• _Work instruction_
Retype all of the records shown beneath this task, exactly as they stand.

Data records
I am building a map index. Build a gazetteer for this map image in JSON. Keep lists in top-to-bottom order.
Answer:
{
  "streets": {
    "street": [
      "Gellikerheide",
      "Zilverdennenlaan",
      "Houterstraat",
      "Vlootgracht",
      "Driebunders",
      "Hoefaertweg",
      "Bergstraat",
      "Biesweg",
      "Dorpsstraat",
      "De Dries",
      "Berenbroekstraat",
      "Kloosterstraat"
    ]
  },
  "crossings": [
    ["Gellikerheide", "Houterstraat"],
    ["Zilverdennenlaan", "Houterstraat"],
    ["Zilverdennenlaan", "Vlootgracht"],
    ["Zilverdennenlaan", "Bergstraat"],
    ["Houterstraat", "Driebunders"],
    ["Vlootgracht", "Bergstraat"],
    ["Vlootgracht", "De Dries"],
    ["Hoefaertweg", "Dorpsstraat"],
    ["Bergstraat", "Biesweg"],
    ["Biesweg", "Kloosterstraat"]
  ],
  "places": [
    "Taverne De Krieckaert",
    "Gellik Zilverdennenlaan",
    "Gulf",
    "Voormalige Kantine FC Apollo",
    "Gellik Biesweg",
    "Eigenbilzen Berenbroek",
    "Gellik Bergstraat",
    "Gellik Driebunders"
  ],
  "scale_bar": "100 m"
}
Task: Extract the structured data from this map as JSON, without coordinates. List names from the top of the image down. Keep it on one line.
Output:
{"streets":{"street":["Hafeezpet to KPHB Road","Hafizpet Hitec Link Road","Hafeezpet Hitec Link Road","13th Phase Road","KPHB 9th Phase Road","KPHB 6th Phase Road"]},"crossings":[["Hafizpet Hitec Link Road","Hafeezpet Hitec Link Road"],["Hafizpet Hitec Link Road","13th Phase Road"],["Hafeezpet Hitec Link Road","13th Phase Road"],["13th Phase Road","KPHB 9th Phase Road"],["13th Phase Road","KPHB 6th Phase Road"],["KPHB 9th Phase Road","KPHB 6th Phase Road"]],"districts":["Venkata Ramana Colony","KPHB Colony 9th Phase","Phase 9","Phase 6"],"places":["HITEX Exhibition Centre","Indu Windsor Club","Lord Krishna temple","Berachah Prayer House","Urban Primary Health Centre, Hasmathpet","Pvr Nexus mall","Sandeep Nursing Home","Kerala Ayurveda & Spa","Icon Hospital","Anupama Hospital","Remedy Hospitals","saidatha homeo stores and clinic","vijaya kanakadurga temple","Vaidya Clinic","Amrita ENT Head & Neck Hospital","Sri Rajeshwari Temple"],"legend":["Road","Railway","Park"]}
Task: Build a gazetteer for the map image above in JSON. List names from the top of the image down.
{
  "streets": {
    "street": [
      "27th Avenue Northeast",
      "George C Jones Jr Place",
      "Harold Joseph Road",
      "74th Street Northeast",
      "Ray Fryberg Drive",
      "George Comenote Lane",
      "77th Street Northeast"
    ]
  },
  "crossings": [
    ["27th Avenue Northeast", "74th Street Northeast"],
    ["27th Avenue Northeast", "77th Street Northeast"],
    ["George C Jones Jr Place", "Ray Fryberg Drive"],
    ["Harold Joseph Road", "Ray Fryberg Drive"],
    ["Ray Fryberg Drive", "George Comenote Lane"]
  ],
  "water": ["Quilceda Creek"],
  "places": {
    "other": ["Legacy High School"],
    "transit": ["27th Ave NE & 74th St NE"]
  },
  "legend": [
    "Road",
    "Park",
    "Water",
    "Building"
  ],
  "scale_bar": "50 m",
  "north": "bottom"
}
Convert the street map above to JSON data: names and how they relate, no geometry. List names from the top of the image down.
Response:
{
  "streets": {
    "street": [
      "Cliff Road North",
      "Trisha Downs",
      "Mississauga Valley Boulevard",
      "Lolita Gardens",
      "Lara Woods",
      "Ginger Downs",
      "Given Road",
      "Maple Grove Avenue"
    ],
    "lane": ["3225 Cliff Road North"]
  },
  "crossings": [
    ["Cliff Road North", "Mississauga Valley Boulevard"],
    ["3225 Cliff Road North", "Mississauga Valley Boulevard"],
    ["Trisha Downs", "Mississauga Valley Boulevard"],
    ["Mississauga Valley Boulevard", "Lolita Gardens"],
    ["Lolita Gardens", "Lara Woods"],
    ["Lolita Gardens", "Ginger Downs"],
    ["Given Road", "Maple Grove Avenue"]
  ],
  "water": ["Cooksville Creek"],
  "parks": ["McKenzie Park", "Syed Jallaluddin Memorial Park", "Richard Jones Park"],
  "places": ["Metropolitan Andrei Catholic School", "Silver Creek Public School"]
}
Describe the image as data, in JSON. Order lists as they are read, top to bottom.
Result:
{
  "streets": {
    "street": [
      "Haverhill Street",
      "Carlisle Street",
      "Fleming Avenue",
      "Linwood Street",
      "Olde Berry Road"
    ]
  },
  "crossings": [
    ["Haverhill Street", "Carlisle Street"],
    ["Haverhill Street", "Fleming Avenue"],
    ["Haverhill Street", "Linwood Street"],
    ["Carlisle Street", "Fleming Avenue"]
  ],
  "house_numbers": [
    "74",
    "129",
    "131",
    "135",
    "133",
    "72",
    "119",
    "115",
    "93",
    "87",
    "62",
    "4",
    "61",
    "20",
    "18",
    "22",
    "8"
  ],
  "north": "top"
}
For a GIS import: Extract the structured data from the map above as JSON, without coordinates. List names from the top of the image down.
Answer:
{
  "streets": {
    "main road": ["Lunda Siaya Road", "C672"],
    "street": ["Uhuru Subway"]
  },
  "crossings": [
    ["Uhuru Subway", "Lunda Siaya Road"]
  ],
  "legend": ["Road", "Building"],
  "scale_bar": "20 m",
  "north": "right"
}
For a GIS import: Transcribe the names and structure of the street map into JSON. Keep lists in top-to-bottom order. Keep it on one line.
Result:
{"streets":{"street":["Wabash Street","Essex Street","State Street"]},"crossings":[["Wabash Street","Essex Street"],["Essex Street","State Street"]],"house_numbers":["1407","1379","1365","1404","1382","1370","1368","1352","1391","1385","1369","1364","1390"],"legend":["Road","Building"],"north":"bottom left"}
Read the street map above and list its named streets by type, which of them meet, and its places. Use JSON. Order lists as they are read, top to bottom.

• _Reply to the task_
I am building a map index. Build a gazetteer for this map image in JSON. Keep lists in top-to-bottom order.
Answer:
{
  "streets": {
    "street": [
      "Gellikerheide",
      "Zilverdennenlaan",
      "Houterstraat",
      "Vlootgracht",
      "Driebunders",
      "Hoefaertweg",
      "Bergstraat",
      "Biesweg",
      "Dorpsstraat",
      "De Dries",
      "Berenbroekstraat",
      "Kloosterstraat"
    ]
  },
  "crossings": [
    ["Gellikerheide", "Houterstraat"],
    ["Zilverdennenlaan", "Houterstraat"],
    ["Zilverdennenlaan", "Vlootgracht"],
    ["Zilverdennenlaan", "Bergstraat"],
    ["Houterstraat", "Driebunders"],
    ["Vlootgracht", "Bergstraat"],
    ["Vlootgracht", "De Dries"],
    ["Hoefaertweg", "Dorpsstraat"],
    ["Bergstraat", "Biesweg"],
    ["Biesweg", "Kloosterstraat"]
  ],
  "places": [
    "Taverne De Krieckaert",
    "Gellik Zilverdennenlaan",
    "Gulf",
    "Voormalige Kantine FC Apollo",
    "Gellik Biesweg",
    "Eigenbilzen Berenbroek",
    "Gellik Bergstraat",
    "Gellik Driebunders"
  ],
  "scale_bar": "100 m"
}
Task: Extract the structured data from this map as JSON, without coordinates. List names from the top of the image down. Keep it on one line.
Output:
{"streets":{"street":["Hafeezpet to KPHB Road","Hafizpet Hitec Link Road","Hafeezpet Hitec Link Road","13th Phase Road","KPHB 9th Phase Road","KPHB 6th Phase Road"]},"crossings":[["Hafizpet Hitec Link Road","Hafeezpet Hitec Link Road"],["Hafizpet Hitec Link Road","13th Phase Road"],["Hafeezpet Hitec Link Road","13th Phase Road"],["13th Phase Road","KPHB 9th Phase Road"],["13th Phase Road","KPHB 6th Phase Road"],["KPHB 9th Phase Road","KPHB 6th Phase Road"]],"districts":["Venkata Ramana Colony","KPHB Colony 9th Phase","Phase 9","Phase 6"],"places":["HITEX Exhibition Centre","Indu Windsor Club","Lord Krishna temple","Berachah Prayer House","Urban Primary Health Centre, Hasmathpet","Pvr Nexus mall","Sandeep Nursing Home","Kerala Ayurveda & Spa","Icon Hospital","Anupama Hospital","Remedy Hospitals","saidatha homeo stores and clinic","vijaya kanakadurga temple","Vaidya Clinic","Amrita ENT Head & Neck Hospital","Sri Rajeshwari Temple"],"legend":["Road","Railway","Park"]}
Task: Build a gazetteer for the map image above in JSON. List names from the top of the image down.
{
  "streets": {
    "street": [
      "27th Avenue Northeast",
      "George C Jones Jr Place",
      "Harold Joseph Road",
      "74th Street Northeast",
      "Ray Fryberg Drive",
      "George Comenote Lane",
      "77th Street Northeast"
    ]
  },
  "crossings": [
    ["27th Avenue Northeast", "74th Street Northeast"],
    ["27th Avenue Northeast", "77th Street Northeast"],
    ["George C Jones Jr Place", "Ray Fryberg Drive"],
    ["Harold Joseph Road", "Ray Fryberg Drive"],
    ["Ray Fryberg Drive", "George Comenote Lane"]
  ],
  "water": ["Quilceda Creek"],
  "places": {
    "other": ["Legacy High School"],
    "transit": ["27th Ave NE & 74th St NE"]
  },
  "legend": [
    "Road",
    "Park",
    "Water",
    "Building"
  ],
  "scale_bar": "50 m",
  "north": "bottom"
}
Convert the street map above to JSON data: names and how they relate, no geometry. List names from the top of the image down.
Response:
{
  "streets": {
    "street": [
      "Cliff Road North",
      "Trisha Downs",
      "Mississauga Valley Boulevard",
      "Lolita Gardens",
      "Lara Woods",
      "Ginger Downs",
      "Given Road",
      "Maple Grove Avenue"
    ],
    "lane": ["3225 Cliff Road North"]
  },
  "crossings": [
    ["Cliff Road North", "Mississauga Valley Boulevard"],
    ["3225 Cliff Road North", "Mississauga Valley Boulevard"],
    ["Trisha Downs", "Mississauga Valley Boulevard"],
    ["Mississauga Valley Boulevard", "Lolita Gardens"],
    ["Lolita Gardens", "Lara Woods"],
    ["Lolita Gardens", "Ginger Downs"],
    ["Given Road", "Maple Grove Avenue"]
  ],
  "water": ["Cooksville Creek"],
  "parks": ["McKenzie Park", "Syed Jallaluddin Memorial Park", "Richard Jones Park"],
  "places": ["Metropolitan Andrei Catholic School", "Silver Creek Public School"]
}
Describe the image as data, in JSON. Order lists as they are read, top to bottom.
Result:
{
  "streets": {
    "street": [
      "Haverhill Street",
      "Carlisle Street",
      "Fleming Avenue",
      "Linwood Street",
      "Olde Berry Road"
    ]
  },
  "crossings": [
    ["Haverhill Street", "Carlisle Street"],
    ["Haverhill Street", "Fleming Avenue"],
    ["Haverhill Street", "Linwood Street"],
    ["Carlisle Street", "Fleming Avenue"]
  ],
  "house_numbers": [
    "74",
    "129",
    "131",
    "135",
    "133",
    "72",
    "119",
    "115",
    "93",
    "87",
    "62",
    "4",
    "61",
    "20",
    "18",
    "22",
    "8"
  ],
  "north": "top"
}
For a GIS import: Extract the structured data from the map above as JSON, without coordinates. List names from the top of the image down.
Answer:
{
  "streets": {
    "main road": ["Lunda Siaya Road", "C672"],
    "street": ["Uhuru Subway"]
  },
  "crossings": [
    ["Uhuru Subway", "Lunda Siaya Road"]
  ],
  "legend": ["Road", "Building"],
  "scale_bar": "20 m",
  "north": "right"
}
For a GIS import: Transcribe the names and structure of the street map into JSON. Keep lists in top-to-bottom order. Keep it on one line.
Result:
{"streets":{"street":["Wabash Street","Essex Street","State Street"]},"crossings":[["Wabash Street","Essex Street"],["Essex Street","State Street"]],"house_numbers":["1407","1379","1365","1404","1382","1370","1368","1352","1391","1385","1369","1364","1390"],"legend":["Road","Building"],"north":"bottom left"}
Read the street map above and list its named streets by type, which of them meet, and its places. Use JSON. Order lists as they are read, top to bottom.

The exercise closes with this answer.